What’s in a Name?

by Joe Fitzgerald

I have previously written much about the Bluestone Town Center from a logistical and political standpoint, much of which can be summed up by saying the people planning and approving the project do not understand logistics or politics. The planners and approvers show an understanding of and ability to manipulate governmental processes, which is a skill on the level of getting a stubborn toddler to give up a favorite toy if you could pick and choose your toddlers through low-turnout elections and rampant cronyism.

Today, however, I am writing about design, marketing, and labeling. First, some background.

The Harrisonburg Redevelopment and Housing Authority (HRHA), has formed a partnership with EquityPlus (EP) to build Bluestone Town Center. That partnership is an LLC, a limited liability corporation, a legal entity designed to protect the owners of a project from responsibility. The entity is owned 51 percent by HRHA and 49 percent by EP. A wild guess about the split is that having a government entity as the (barely) majority owner adds the shield of sovereign immunity as well as the exemptions to government rules that government entities give to themselves.

The LLC is named Harrisonburg Owner LLC. Remember when I said I was writing about design, marketing, and labeling? From a standpoint of design, marketing, and labeling, the name “Harrisonburg Owner” is stupid.

Maybe that’s a harsh adjective for something that is merely quotidian, everyday, mundane, routine, or unremarkable – thanks, Roget – but from a standpoint of design, marketing, and labeling, it has less going for it than trying to advertise fast food based on its nutritional value. But that’s a lot of words, so I’m going to go with stupid. It has the corollary advantage of providing a baseline adjective for those objecting to the following speculation.

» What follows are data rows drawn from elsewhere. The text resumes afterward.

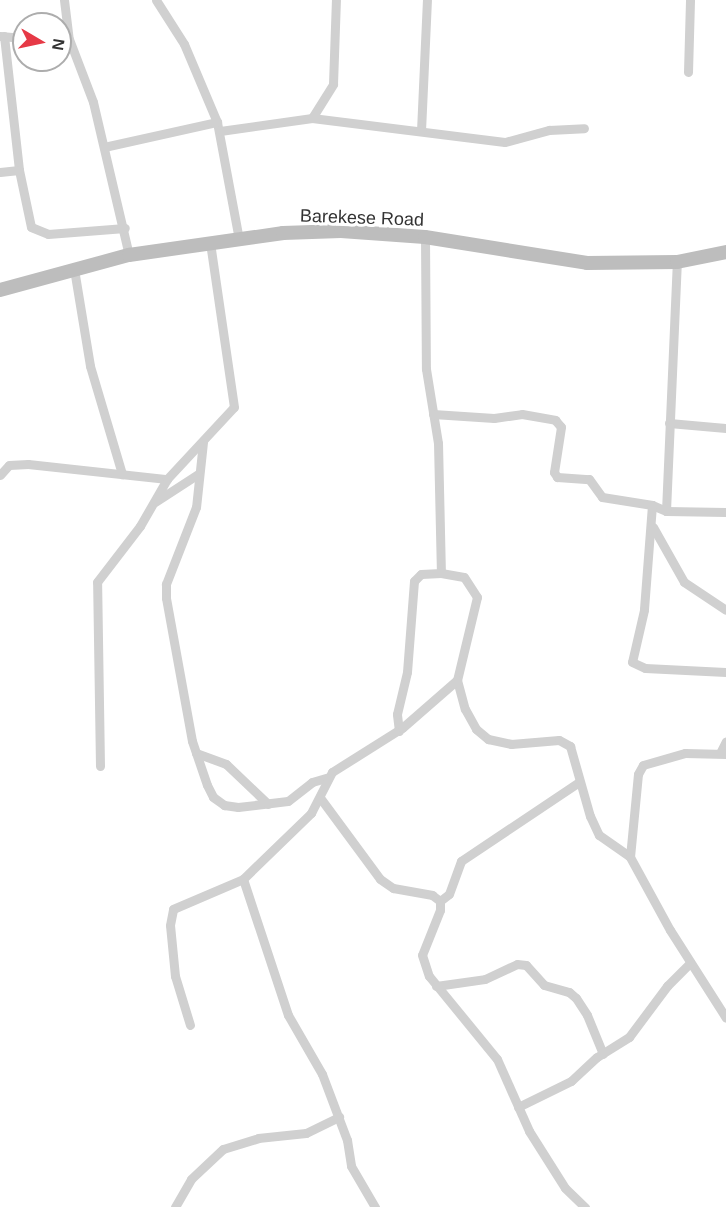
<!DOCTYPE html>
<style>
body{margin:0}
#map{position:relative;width:726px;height:1207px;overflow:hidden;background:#fff;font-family:Helvetica,sans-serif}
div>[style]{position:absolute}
.street>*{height:9px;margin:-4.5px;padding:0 4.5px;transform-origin:4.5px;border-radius:4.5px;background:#d0d0d0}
.secondary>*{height:14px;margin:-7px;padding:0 7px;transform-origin:7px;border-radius:7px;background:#bdbdbd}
span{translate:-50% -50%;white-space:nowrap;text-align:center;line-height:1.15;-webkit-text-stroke:6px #fff;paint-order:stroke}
.street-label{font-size:18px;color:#333}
.north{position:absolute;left:12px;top:12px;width:60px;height:60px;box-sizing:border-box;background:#fff;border:2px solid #adadad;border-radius:50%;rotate:99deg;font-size:16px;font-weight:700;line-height:24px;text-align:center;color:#333}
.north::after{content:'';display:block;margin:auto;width:21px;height:27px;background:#e63946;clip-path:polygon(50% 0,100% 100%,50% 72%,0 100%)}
</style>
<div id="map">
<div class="street">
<i style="left:64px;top:0;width:39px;rotate:83deg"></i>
<i style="left:69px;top:39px;width:67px;rotate:69.1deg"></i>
<i style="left:93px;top:102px;width:157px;rotate:76.8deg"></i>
<i style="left:156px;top:0;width:52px;rotate:57.5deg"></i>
<i style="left:184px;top:44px;width:85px;rotate:67.1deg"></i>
<i style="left:217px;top:122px;width:119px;rotate:79.4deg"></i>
<i style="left:0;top:36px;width:24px;rotate:5deg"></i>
<i style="left:4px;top:36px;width:135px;rotate:83.6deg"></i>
<i style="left:19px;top:170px;width:58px;rotate:78.1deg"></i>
<i style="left:31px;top:227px;width:18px;rotate:22deg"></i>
<i style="left:48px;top:234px;width:77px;rotate:-4.5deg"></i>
<i style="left:688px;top:72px;width:72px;rotate:-88.4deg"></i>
<i style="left:312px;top:118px;width:40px;rotate:-58deg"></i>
<i style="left:333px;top:84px;width:84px;rotate:-88deg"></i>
<i style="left:220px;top:131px;width:93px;rotate:-8deg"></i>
<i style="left:312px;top:118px;width:194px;rotate:7.1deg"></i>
<i style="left:505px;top:142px;width:46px;rotate:-15.3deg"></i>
<i style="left:549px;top:130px;width:35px;rotate:-3deg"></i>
<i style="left:421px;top:131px;width:131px;rotate:-87.4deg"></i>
<i style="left:104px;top:147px;width:116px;rotate:-12.5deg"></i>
<i style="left:0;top:172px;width:19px;rotate:-6deg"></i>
<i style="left:425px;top:237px;width:132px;rotate:89.6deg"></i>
<i style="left:426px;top:369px;width:75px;rotate:80.8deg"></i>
<i style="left:438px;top:443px;width:130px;rotate:88.7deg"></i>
<i style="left:441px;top:573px;width:23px;rotate:10deg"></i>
<i style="left:464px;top:577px;width:24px;rotate:57deg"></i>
<i style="left:477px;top:597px;width:85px;rotate:103.5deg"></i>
<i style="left:457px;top:680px;width:30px;rotate:75deg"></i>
<i style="left:465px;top:709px;width:23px;rotate:61deg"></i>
<i style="left:476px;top:729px;width:16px;rotate:40deg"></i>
<i style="left:488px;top:739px;width:24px;rotate:12deg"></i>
<i style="left:511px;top:744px;width:48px;rotate:-4.8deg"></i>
<i style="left:559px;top:740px;width:13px;rotate:29deg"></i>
<i style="left:570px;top:746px;width:73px;rotate:74.1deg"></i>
<i style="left:590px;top:816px;width:21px;rotate:65deg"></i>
<i style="left:599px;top:835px;width:38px;rotate:35deg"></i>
<i style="left:630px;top:857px;width:83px;rotate:61.3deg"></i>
<i style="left:670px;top:930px;width:104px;rotate:57.5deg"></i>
<i style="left:74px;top:269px;width:98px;rotate:80.6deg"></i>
<i style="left:90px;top:366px;width:113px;rotate:73.5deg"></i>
<i style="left:433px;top:414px;width:61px;rotate:3.8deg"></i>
<i style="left:494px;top:418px;width:28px;rotate:-8deg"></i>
<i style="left:522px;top:414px;width:34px;rotate:10deg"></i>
<i style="left:555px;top:420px;width:9px;rotate:49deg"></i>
<i style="left:561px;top:427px;width:46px;rotate:98.8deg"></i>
<i style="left:554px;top:472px;width:6px;rotate:59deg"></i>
<i style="left:557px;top:477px;width:32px;rotate:4deg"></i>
<i style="left:589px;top:479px;width:22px;rotate:54deg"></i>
<i style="left:602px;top:497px;width:51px;rotate:9.1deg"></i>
<i style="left:652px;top:505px;width:15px;rotate:23deg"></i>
<i style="left:666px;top:511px;width:60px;rotate:1deg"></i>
<i style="left:669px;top:423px;width:57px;rotate:5deg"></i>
<i style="left:203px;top:442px;width:65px;rotate:96.1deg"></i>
<i style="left:196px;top:507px;width:83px;rotate:111.3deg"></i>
<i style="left:166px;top:584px;width:14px;rotate:90deg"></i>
<i style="left:166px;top:598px;width:145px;rotate:79.7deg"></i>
<i style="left:192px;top:741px;width:46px;rotate:71.2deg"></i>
<i style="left:207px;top:785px;width:13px;rotate:63deg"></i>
<i style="left:213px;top:797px;width:14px;rotate:36deg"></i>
<i style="left:224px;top:805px;width:14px;rotate:8deg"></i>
<i style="left:238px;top:807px;width:50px;rotate:-6.8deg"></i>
<i style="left:288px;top:801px;width:31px;rotate:-38deg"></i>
<i style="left:312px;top:782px;width:15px;rotate:-16deg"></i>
<i style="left:0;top:475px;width:13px;rotate:-48deg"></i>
<i style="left:9px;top:465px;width:19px;rotate:-3deg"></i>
<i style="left:28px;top:464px;width:140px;rotate:6.2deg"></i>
<i style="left:155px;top:502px;width:51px;rotate:-33.1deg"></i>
<i style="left:652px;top:505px;width:105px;rotate:94.4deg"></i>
<i style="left:644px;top:610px;width:53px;rotate:103deg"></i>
<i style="left:632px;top:662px;width:14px;rotate:25deg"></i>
<i style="left:645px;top:668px;width:81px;rotate:2.8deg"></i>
<i style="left:666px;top:511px;width:249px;rotate:-87.5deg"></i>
<i style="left:653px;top:527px;width:63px;rotate:60.6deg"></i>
<i style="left:684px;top:582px;width:50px;rotate:33.7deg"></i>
<i style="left:399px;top:731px;width:17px;rotate:-97deg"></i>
<i style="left:397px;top:714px;width:43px;rotate:-76.6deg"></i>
<i style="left:407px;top:672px;width:91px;rotate:-85.6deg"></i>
<i style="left:414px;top:581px;width:10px;rotate:-45deg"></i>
<i style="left:421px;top:574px;width:20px;rotate:-3deg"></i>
<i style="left:196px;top:753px;width:32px;rotate:20deg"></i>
<i style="left:226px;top:764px;width:58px;rotate:43.6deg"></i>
<i style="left:720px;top:753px;width:13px;rotate:-63deg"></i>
<i style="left:100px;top:766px;width:184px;rotate:-90.9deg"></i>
<i style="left:97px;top:582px;width:71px;rotate:-52.5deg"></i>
<i style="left:140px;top:526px;width:54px;rotate:-60.1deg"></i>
<i style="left:167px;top:479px;width:98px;rotate:-47.1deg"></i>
<i style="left:234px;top:407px;width:166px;rotate:-98.3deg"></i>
<i style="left:321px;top:799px;width:99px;rotate:53.6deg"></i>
<i style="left:380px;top:879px;width:16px;rotate:35deg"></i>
<i style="left:393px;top:888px;width:40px;rotate:10deg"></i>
<i style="left:432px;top:895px;width:10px;rotate:37deg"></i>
<i style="left:440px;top:901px;width:9px;rotate:90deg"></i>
<i style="left:440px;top:910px;width:48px;rotate:111.8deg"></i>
<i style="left:422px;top:955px;width:22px;rotate:72deg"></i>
<i style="left:429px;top:976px;width:107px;rotate:50.7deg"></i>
<i style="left:497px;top:1059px;width:79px;rotate:66deg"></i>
<i style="left:529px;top:1131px;width:67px;rotate:57.7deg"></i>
<i style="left:565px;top:1188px;width:28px;rotate:44deg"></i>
<i style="left:630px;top:857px;width:83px;rotate:-84.5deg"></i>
<i style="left:638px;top:774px;width:10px;rotate:-61deg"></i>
<i style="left:643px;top:765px;width:44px;rotate:-15.9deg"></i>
<i style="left:685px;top:753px;width:41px;rotate:1.4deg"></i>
<i style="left:243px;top:879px;width:143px;rotate:71.7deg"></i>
<i style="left:288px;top:1015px;width:68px;rotate:60deg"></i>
<i style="left:322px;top:1074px;width:71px;rotate:69.3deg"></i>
<i style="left:347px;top:1140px;width:26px;rotate:81deg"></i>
<i style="left:351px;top:1166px;width:48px;rotate:59.7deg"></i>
<i style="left:440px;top:901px;width:11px;rotate:-38deg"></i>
<i style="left:449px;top:894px;width:35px;rotate:-70deg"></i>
<i style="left:461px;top:861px;width:142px;rotate:-33.8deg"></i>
<i style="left:436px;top:986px;width:49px;rotate:-8.1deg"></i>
<i style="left:485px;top:979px;width:35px;rotate:-25deg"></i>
<i style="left:517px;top:964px;width:9px;rotate:6deg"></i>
<i style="left:526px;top:965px;width:27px;rotate:48deg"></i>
<i style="left:544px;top:985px;width:26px;rotate:16deg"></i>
<i style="left:569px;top:992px;width:9px;rotate:41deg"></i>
<i style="left:576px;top:998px;width:20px;rotate:57deg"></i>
<i style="left:587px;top:1015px;width:42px;rotate:67.7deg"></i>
<i style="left:190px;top:1025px;width:51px;rotate:-107deg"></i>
<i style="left:175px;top:976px;width:51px;rotate:-95.6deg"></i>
<i style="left:170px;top:925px;width:16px;rotate:-79deg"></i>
<i style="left:173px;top:909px;width:76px;rotate:-23.2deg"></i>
<i style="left:243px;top:879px;width:95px;rotate:-44.1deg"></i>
<i style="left:311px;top:813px;width:46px;rotate:-62.9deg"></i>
<i style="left:332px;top:772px;width:83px;rotate:-32.2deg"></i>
<i style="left:402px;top:728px;width:73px;rotate:-41.1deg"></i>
<i style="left:518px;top:1107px;width:59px;rotate:-26.1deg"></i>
<i style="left:571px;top:1081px;width:35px;rotate:-43deg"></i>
<i style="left:597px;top:1057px;width:38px;rotate:-32deg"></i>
<i style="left:629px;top:1037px;width:64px;rotate:-53.3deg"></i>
<i style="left:667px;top:986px;width:33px;rotate:-45deg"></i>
<i style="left:175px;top:1207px;width:32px;rotate:-60deg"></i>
<i style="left:191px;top:1179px;width:44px;rotate:-43.2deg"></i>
<i style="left:223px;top:1149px;width:37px;rotate:-17deg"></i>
<i style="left:258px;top:1138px;width:48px;rotate:-5.9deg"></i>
<i style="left:306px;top:1133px;width:37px;rotate:-26deg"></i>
</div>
<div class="secondary">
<i style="left:0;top:290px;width:134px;rotate:-15.2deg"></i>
<i style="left:129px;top:255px;width:156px;rotate:-8.1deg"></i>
<i style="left:283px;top:233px;width:58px;rotate:-2deg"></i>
<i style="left:341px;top:231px;width:84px;rotate:4.1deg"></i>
<i style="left:425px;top:237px;width:164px;rotate:9.1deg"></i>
<i style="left:587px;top:263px;width:90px;rotate:-0.6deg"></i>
<i style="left:677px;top:262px;width:50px;rotate:-11.5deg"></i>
</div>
<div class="street-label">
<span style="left:362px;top:218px;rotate:2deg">Barekese Road</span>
</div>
<div class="north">N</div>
</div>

Maybe the entity building Bluestone Town Center was supposed to be named “Bluestone Town Center LLC.” It’s not outside the realm of possibility. Further, suppose that one line of the LLC paperwork said “name of LLC” while the line below it said “Location” and “owner or agent.” The person filling in the form then puts Harrisonburg and Owner on the wrong line, and they’re stuck with the name unless they want to re-file.

The scary part here is not that the person filling out the form had one job. It’s that the entities making up Harrisonburg Owner LLC only have one specialty. It’s not building. One of EP’s similar projects is a muddy field with a sagging fence in Hagerstown, and another is a project in Spartanburg that is months, maybe a year, behind schedule. HRHA has had two building projects bailed out by the city taxpayers. (Full disclosure, I voted for those bailouts.) The only specialty the two entities have is filling out forms, mostly federal paperwork dealing with HUD programs and tax credits.

So let’s speculate that having Bluestone Town Center in Harrisonburg be owned by Harrisonburg Owner LLC, was some kind of paperwork blunder. The alternative is that somebody thought the name was a good idea. I don’t know which is worse.

Joe Fitzgerald is a former mayor of Harrisonburg. This column is republished with permission from his blog, Still Not Sleeping.